People always ask Lisa Brooks if she’s going to open a restaurant. Since giving up her 16-year career at a health tech company to start her private chef business in 2010, she’s had the same response.
“My answer has always been no,” says Brooks. That’s too much headache and maintenance. But if the celebrity chef from Charlotte ever did, she would call it Mattie’s Front Porch, a name and culinary direction inspired by her grandmother.
Brooks still doesn’t want to own or operate a restaurant, but last month his company Heart & Soul Personal Chef Services signed a lease for a 2,200 square foot venue on the tenth floor of Skye Condominiums. Dubbed SkyLounge on Third, the event space at 222 South Caldwell Street in downtown Charlotte will also be available for rent.
Until now, Brooks had often booked Airbnbs for its pop-up dinners, providing an intimate and warm setting for guests. Now with a space of her own, she can showcase Mattie’s Front Porch without the commitment and hassle of a traditional brick-and-mortar.
“It will basically be a pop-up restaurant where you can get reservations once a month,” she says. “It’s always been my vision to host this in my own space, so that’s perfect.”
Starting June 25 and indefinitely, Brooks will host the SkyLounge exclusive 24-person dinner series each month. The June dinner will be the first official event inside Brooks’ new venue, which offers floor-to-ceiling views of the Queen City skyline.

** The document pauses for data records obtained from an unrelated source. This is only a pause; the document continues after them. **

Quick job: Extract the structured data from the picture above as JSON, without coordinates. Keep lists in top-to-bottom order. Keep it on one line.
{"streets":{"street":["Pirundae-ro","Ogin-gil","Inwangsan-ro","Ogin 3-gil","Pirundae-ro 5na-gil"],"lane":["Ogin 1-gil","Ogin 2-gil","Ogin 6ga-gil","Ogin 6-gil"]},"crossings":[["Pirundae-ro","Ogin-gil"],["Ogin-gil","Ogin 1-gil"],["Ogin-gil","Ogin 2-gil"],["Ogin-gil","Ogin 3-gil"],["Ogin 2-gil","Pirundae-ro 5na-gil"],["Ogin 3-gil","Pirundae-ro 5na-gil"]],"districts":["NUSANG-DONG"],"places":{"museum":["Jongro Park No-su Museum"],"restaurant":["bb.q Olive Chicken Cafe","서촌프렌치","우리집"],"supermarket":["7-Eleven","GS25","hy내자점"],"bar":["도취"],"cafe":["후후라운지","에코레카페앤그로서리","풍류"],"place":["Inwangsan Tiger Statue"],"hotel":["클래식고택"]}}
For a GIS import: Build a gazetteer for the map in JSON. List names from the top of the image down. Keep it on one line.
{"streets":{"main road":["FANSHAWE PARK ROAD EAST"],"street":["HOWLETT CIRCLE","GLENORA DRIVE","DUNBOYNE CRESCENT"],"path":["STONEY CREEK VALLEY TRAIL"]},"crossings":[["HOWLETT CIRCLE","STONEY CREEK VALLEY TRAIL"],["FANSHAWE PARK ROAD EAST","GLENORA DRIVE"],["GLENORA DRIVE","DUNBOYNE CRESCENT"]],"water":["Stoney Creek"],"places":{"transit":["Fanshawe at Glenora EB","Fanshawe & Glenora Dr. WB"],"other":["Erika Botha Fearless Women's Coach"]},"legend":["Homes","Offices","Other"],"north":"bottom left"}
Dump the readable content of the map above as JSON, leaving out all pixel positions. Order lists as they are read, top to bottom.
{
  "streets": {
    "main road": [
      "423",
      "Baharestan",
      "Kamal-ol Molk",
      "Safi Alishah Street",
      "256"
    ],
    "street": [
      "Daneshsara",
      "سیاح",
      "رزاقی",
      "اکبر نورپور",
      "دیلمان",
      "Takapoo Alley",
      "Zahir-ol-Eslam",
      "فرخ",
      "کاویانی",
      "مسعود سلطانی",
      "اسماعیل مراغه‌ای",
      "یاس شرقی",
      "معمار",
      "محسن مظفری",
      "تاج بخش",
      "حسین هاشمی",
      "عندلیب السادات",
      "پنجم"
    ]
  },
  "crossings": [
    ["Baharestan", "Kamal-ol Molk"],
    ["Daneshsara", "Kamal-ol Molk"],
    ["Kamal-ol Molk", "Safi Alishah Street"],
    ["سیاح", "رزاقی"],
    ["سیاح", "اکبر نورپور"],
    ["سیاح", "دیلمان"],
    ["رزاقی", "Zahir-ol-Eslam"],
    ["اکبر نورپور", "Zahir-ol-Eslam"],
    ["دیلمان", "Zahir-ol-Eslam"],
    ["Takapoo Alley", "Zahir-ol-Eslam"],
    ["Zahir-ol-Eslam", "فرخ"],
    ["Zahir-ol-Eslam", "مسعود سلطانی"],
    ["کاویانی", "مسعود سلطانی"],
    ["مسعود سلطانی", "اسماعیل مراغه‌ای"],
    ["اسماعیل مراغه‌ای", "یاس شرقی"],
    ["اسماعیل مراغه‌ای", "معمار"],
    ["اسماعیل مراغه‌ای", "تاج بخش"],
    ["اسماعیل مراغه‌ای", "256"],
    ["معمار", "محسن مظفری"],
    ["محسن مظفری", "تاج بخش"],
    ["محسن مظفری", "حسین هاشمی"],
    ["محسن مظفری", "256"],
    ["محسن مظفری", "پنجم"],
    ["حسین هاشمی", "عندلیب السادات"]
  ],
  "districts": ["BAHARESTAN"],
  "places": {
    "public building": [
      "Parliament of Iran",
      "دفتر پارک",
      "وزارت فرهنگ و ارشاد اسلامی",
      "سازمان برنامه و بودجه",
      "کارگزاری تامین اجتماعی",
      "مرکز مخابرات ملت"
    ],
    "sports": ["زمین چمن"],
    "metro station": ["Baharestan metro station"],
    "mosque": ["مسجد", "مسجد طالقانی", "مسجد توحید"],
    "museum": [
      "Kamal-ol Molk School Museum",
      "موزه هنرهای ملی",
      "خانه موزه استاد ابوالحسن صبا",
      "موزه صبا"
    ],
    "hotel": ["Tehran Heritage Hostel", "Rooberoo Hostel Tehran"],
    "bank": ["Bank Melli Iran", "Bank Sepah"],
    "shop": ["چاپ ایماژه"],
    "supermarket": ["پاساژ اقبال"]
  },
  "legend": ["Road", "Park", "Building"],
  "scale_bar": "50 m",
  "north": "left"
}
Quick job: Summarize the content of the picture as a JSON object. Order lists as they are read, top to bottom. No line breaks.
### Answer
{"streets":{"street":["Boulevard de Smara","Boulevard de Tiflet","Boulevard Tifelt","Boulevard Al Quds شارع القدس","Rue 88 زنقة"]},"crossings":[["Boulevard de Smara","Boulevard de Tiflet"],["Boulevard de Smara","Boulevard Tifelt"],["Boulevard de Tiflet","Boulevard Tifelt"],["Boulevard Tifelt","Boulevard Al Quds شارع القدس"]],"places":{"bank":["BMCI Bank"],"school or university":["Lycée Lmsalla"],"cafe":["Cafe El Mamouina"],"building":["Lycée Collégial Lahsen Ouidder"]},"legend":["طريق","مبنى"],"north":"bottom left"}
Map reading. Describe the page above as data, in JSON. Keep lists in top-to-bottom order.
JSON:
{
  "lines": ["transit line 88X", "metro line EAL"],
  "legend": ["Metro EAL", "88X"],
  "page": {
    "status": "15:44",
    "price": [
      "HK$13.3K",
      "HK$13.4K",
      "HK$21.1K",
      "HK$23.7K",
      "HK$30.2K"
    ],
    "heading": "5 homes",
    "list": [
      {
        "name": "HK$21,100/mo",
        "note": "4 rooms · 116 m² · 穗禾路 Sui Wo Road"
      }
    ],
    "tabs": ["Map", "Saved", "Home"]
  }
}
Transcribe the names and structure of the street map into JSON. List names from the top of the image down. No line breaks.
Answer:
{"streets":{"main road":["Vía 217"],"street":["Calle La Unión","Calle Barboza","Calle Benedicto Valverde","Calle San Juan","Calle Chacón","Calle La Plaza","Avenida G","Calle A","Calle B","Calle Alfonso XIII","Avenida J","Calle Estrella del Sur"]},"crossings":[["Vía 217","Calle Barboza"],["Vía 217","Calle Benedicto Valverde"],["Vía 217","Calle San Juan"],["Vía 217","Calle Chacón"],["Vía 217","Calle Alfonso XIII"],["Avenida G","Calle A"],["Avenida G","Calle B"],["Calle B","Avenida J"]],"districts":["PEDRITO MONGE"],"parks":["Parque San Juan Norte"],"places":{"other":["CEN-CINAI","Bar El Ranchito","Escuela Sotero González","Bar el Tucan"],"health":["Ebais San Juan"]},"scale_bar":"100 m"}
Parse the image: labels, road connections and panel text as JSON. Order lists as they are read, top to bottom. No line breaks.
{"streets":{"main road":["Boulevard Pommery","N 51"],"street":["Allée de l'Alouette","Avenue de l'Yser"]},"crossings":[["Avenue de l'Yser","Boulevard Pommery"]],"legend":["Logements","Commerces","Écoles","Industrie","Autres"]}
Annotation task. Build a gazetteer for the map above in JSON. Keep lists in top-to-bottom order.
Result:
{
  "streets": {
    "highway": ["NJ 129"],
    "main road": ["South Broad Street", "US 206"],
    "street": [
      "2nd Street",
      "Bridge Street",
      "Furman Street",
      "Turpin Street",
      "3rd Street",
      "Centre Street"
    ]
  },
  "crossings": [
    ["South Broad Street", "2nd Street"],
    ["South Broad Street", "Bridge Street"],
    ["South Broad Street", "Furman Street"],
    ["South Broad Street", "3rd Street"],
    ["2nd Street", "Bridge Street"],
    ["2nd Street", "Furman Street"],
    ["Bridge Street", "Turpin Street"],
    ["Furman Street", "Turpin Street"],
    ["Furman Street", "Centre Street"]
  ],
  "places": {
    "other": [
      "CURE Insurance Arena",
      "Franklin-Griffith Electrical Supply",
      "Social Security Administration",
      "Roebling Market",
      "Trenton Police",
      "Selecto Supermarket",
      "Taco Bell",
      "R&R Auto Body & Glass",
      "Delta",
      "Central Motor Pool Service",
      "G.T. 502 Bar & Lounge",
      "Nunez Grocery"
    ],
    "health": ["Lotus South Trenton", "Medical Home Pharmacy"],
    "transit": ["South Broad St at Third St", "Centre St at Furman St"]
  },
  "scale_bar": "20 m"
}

Mattie’s front porch is designed to pay homage to Brooks’ grandmother, her family matriarch known as Mother. As one of many black women of her generation who worked as domestic servants for some of Charlotte’s wealthiest white families, cooking, cleaning and caring for children “for next to no money,” Brooks says.
“I always say it was for pennies, figuratively speaking,” she says. “It’s not lost on me when I go to those same neighborhoods like Ballantyne, and I go there as a chef and cook an amazing meal that’s still based on the things that I learned from her. She sowed the food, and now I’m reaping the harvest. It makes me cry a little to think about it. I just know she’s shocked, upset, amazed, and proud.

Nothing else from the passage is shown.